- The $US69 billion CVS-Aetna deal could generate more than half a billion in fees for Wall Street investment banks.
- The latest in a wave of megadeals is another big win for Goldman Sachs, as well as a handful of independents.
On Sunday, CVS Health agreed a deal to buy insurance giant Aetna in a $US69 billion deal. The bankers who spent their weekend closing the transaction, the latest in a wave of megadeals, stand to earn a colossal amount of fees for their firms.
Between advising on the transaction – which could generate significant regulatory scrutiny – and arranging more than $US40 billion in financing, seven banks could split more than $US500 million if the deal closes.
It’s a big win for Goldman Sachs, which advised CVS on the deal along with Barclays and boutique Centerview Partners. The banks will split $US100 million to $US125 million, according to Jeffrey Nassof, director of consulting firm Freeman & Co.
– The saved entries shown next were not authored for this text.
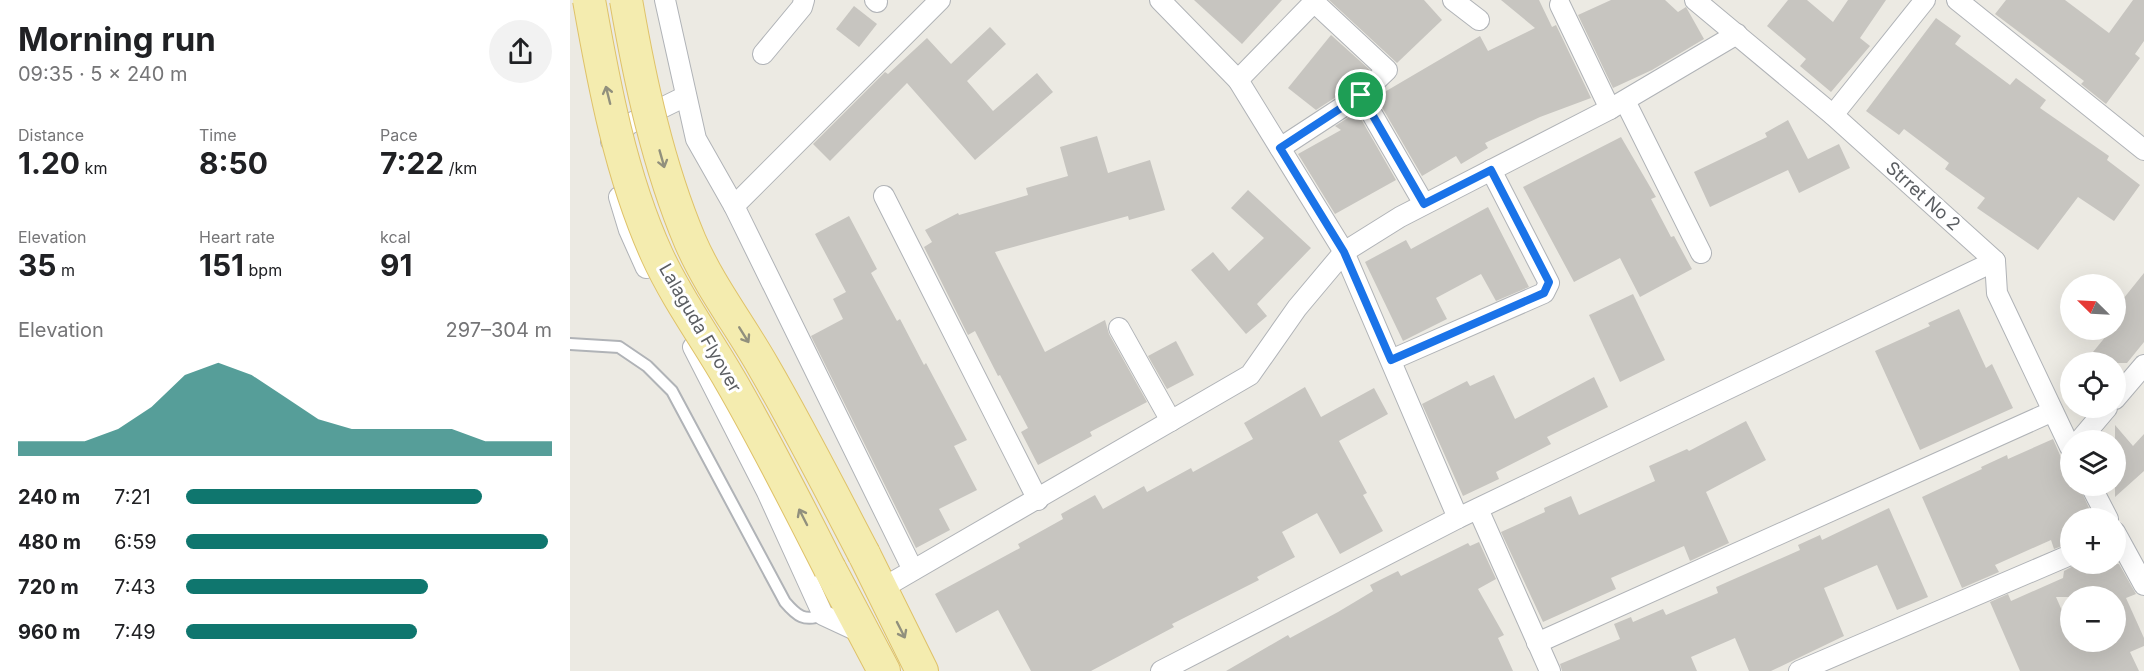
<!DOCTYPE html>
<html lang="en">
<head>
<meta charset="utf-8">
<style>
  :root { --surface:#fff; --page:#f2f2f2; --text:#202124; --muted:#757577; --accent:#0f766e }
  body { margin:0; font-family:Inter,sans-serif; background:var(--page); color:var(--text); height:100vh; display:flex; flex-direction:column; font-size:22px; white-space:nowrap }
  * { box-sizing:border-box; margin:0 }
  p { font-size:20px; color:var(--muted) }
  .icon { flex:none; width:33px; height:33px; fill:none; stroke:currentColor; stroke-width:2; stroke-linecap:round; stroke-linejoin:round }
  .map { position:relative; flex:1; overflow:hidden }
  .sheet { display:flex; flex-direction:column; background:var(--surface); width:570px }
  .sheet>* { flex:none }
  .needle { width:39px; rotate:294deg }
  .controls { position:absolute; left:1490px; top:274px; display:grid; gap:12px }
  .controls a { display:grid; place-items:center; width:66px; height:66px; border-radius:50%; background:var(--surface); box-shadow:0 6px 24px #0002; font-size:30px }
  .pin { position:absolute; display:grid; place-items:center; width:51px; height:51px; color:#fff; margin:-26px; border:3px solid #fff; border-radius:50%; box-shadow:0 2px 6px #0007 }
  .round { display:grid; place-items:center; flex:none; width:63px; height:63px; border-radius:32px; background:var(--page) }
  .summary { display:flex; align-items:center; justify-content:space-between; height:102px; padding:0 18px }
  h1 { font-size:33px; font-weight:700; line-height:45px }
  .metrics { display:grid; grid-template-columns:repeat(3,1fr); gap:9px; height:102px; padding:6px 18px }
  .metrics div { display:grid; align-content:center }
  .metrics b { font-size:30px; font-weight:700 }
  .metrics small { font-size:16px; font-weight:400 }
  .metrics p { font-size:16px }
  .chart { height:168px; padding:12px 18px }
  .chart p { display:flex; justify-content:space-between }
  .chart svg { width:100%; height:108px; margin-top:6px; fill:var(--accent); opacity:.7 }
  ul { padding:0 18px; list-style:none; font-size:20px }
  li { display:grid; grid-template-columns:96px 72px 1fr; align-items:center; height:45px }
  li i { height:15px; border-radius:8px; background:var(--accent) }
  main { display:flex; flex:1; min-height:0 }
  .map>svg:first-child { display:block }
  .building { fill:#c7c5c0; fill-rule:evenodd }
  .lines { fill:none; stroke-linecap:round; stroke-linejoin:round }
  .lane-casing { stroke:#b0b3b7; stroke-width:14 }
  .street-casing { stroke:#b0b3b7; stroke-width:22 }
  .primary-casing { stroke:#dfc269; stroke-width:34 }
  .lane { stroke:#fff; stroke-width:10 }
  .street { stroke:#fff; stroke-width:20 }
  .primary { stroke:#f4ecaf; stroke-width:32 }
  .primary-bridge-casing { stroke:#dfc269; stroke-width:34; stroke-linecap:butt }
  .primary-bridge { stroke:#f4ecaf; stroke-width:32 }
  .oneway { stroke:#91907d }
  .route-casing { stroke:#fff; stroke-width:12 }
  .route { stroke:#1a73e8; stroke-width:8 }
  .labels { text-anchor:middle; stroke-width:6; stroke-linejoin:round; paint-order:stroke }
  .street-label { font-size:18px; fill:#5b5e62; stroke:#fff }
</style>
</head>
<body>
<main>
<section class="sheet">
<div class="summary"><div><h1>Morning run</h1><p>09:35 · 5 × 240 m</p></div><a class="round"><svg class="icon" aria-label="share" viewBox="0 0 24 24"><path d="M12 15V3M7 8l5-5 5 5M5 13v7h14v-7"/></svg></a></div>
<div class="metrics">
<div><p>Distance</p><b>1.20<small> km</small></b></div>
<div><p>Time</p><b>8:50</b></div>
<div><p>Pace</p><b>7:22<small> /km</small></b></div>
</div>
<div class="metrics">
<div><p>Elevation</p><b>35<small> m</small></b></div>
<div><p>Heart rate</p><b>151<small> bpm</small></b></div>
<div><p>kcal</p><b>91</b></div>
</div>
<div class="chart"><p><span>Elevation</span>297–304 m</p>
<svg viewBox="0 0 160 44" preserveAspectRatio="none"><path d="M0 44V38L10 38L20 38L30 33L40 24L50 11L60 6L70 11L80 20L90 29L100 33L110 33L120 33L130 33L140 38L150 38L160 38V44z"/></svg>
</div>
<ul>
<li><b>240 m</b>7:21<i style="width:81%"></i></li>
<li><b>480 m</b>6:59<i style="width:99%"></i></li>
<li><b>720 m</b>7:43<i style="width:66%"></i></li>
<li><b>960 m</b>7:49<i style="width:63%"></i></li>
</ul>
</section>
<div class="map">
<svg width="1574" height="671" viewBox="0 0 1574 671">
  <rect width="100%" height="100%" fill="#eceae3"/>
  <g class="building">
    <path d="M624,0H712L672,44Z"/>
    <path d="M759,0H854L872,20L827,63Z"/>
    <path d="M931,0H969L982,27L986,25L1021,98L970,117L915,143L918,148L891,164L886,156L852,176L806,97L910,36L918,51L965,28Z"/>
    <path d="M1041,0H1095L1108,12L1116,7L1134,39L1082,70L1043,88L1008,15Z"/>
    <path d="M1218,0H1237L1263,22L1278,0H1316L1290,38L1300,46L1261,92L1230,66L1236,59L1197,26Z"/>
    <path d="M1436,0H1495L1539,33L1563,0H1574V41L1565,54L1570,58L1536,104L1511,84L1514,81L1425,14Z"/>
    <path d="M284,6L307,24L289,47L266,29Z"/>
    <path d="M1366,18L1391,36L1385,44L1440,85L1446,78L1476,100L1470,108L1539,156L1537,160L1570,185L1544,221L1508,197L1468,250L1407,208L1415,198L1375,169L1379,163L1334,129L1329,135L1296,111Z"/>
    <path d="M420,27L436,44L397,81L423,111L467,73L483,92L405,160L337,83L260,161L243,144L315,72L318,74L357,38L381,64Z"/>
    <path d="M761,35L800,70L783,86L746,110L718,88Z"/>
    <path d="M787,112L826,180L765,214L728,154L771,130L765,126Z"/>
    <path d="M1218,120L1238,159L1269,144L1280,168L1229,193L1218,170L1140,207L1124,172L1197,137L1195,133Z"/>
    <path d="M527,136L538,173L580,160L595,210L559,220L558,216L425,252L475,352L535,320L539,334L577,402L520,432L522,436L468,465L451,432L458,428L430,375L428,376L405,331L398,335L354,247L362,242L355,230L388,213L389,215L458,195L456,188L498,176L490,147Z"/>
    <path d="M1051,137L1086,197L1081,199L1101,237L1104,236L1122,269L1070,297L1050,258L1004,282L953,187Z"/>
    <path d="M678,190L741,248L687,304L697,316L676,334L621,270L643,252L659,271L694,238L661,208Z"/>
    <path d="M918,207L959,287L926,301L911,274L866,298L877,319L833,341L795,262L836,240L841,249Z"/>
    <path d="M279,216L307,269L301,273L327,321L330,319L354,365L356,363L397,440L384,446L407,490L369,509L380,530L346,548L241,336L273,319L263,299L276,292L245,234Z"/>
    <path d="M1574,273V342L1557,363H1514L1541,330H1545V309Z"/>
    <path d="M1063,294L1095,360L1050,382L1019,315Z"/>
    <path d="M1389,309L1416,368L1422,364L1443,408L1350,450L1305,351L1360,326L1358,323Z"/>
    <path d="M606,341L624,375L597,389L578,356Z"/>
    <path d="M924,375L945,419L1024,377L1038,407L977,437L981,444L926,472L929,479L893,496L852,404L897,381L900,386Z"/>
    <path d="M735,387L751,417L804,388L818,414L769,441L797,493L793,495L813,531L770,554L747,513L712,532L725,557L687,577L689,580L602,624L604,627L521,671H461L428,610L386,633L365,594L450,548L448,544L493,519L491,514L525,495L533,509L574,486L577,492L621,468L623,472L683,439L674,423Z"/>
    <path d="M1176,421L1196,460L1136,492L1159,543L1120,561L1114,546L1041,578L1046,589L973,622L931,532L975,512L974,508L1001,496L1009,515L1085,481L1079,466L1117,449L1119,451Z"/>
    <path d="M1545,425L1563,446L1574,434V471L1545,497Z"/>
    <path d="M1483,439L1500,478V486H1509L1524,519H1500V543L1484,549L1481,540L1425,565L1429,572L1392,588L1352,497L1412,469L1411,467L1437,455L1438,459Z"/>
    <path d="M1319,508L1358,597L1327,610L1307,565L1254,588L1274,636L1201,671H1179L1165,638L1121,657L1127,671H992L990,664L1050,639L1044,624L1061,617L1063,622L1093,609L1096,615L1148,593L1146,587L1230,550L1228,545L1250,535L1252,540Z"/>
    <path d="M909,542L926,579L908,589L934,635L928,638L943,671H656L718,635L720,638L768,612L803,591L800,585L828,571L831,576L898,543L900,546Z"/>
    <path d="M1507,564H1549L1566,594L1556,598L1574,638V646L1560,652L1569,671H1450L1420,602L1438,594L1441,601L1493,578L1494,571ZM1486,597H1545V642H1500V629Z"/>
  </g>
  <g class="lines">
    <defs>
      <path id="lane" d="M0,344L49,347L77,366L102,391L215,602C227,616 234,622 253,615"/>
      <g id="street">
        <path d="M95,0L126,139L164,206L343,570"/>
        <path d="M305,0L307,2"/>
        <path d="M590,0L668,80L774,252L888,518"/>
        <path d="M883,0L909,20"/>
        <path d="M1125,0L1263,115L1425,261L1427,293L1500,447"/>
        <path d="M1387,0L1574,150"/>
        <path d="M990,5L1040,109"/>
        <path d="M193,54L232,7L234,0"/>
        <path d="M668,80L744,2L817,70L791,95L710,148"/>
        <path d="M791,95L854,204"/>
        <path d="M1055,101L1131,253"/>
        <path d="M1263,115L1355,0"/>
        <path d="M41,141L59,124L116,96"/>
        <path d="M314,196L468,500"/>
        <path d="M49,197L59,230L76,268"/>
        <path d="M164,206L370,0"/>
        <path d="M549,328L601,421"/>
        <path d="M123,347L197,492L253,615L296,635"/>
        <path d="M821,360L974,293L979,283L921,170"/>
        <path d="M1545,399L1574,365"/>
        <path d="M1509,441L1537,408"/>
        <path d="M1521,486L1538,519"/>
        <path d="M908,509L980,671"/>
        <path d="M1545,532L1574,585"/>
        <path d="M311,589L680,375L727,308L774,252L830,217L1040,109L1167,34"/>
        <path d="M967,643L1481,412"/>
        <path d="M591,671L888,518L1425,261"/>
        <path d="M1229,671L1500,555"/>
      </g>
      <g id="primary">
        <path d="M294,554L352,671"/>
        <path d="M260,569L314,671"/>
      </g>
    </defs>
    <use href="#lane" class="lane-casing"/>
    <use href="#street" class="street-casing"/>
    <use href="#primary" class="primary-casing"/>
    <use href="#lane" class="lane"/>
    <use href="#street" class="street"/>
    <use href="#primary" class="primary"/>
    <defs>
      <g id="primary-bridge">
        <path d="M19,0C34,85 51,176 87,255C107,299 136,338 160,380C196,442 228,506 260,569"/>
        <path d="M56,0C70,81 88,165 120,241C139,285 169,324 193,366C229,428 261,491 294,554"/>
      </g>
    </defs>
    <use href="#primary-bridge" class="primary-bridge-casing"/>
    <use href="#primary-bridge" class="primary-bridge"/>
  </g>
  <defs><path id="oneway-shaft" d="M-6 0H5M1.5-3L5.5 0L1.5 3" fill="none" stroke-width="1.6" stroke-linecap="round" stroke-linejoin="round" transform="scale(1.5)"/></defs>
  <g class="oneway">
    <use href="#oneway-shaft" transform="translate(38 95) rotate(-104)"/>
    <use href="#oneway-shaft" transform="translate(92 159) rotate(74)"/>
    <use href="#oneway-shaft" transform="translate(174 335) rotate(58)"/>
    <use href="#oneway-shaft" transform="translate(233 517) rotate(-117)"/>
    <use href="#oneway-shaft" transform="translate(331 630) rotate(63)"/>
  </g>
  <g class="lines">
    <defs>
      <path id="route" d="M791,95L854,204L921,170L979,282L974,293L821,360L774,252L710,148Z"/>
    </defs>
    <use href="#route" class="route-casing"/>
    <use href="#route" class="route"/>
  </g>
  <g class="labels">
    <g class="street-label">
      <text transform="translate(1353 196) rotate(42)" y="6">Strret No 2</text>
      <text transform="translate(130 328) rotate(60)" y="6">Lalaguda Flyover</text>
    </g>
  </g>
</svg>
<div class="controls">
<a><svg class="needle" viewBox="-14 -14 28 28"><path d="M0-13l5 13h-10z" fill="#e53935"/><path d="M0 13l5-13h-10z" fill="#757577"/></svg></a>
<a><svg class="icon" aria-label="locate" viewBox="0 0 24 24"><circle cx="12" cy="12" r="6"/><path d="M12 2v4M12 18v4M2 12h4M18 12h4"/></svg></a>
<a><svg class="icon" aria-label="layers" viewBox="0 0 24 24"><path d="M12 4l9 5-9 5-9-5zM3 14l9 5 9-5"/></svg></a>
<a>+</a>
<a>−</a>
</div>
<div class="pin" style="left:791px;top:95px;background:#1e9e55"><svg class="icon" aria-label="arrive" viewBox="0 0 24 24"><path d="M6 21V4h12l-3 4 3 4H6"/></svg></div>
</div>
</main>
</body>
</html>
It’s also another big win for boutiques and independents, with three independents advising Aetna: Lazard, Allen & Co., and Evercore will also split $US100 million to $US125 million, according to Nassof.
The $US250 million tab is the second-biggest payday of the year for advisory fees on an announced deal, according to Nassof, following only the Broadcom-Qualcomm transaction, which is very much in limbo.
The Aetna-CVS deal will also require an enormous amount of financing, where Goldman Sachs once again wins big. Along with Barclays and Bank of America Merrill Lynch, the firm will share in as much as $US150 million for arranging the $US45 billion bridge loan, and the underwriters could see another $US200 million for placing some $US40 billion in long-term bond financing, according to Nassof.
All told, that’s potentially $US600 million in advisory and financing fees from one deal.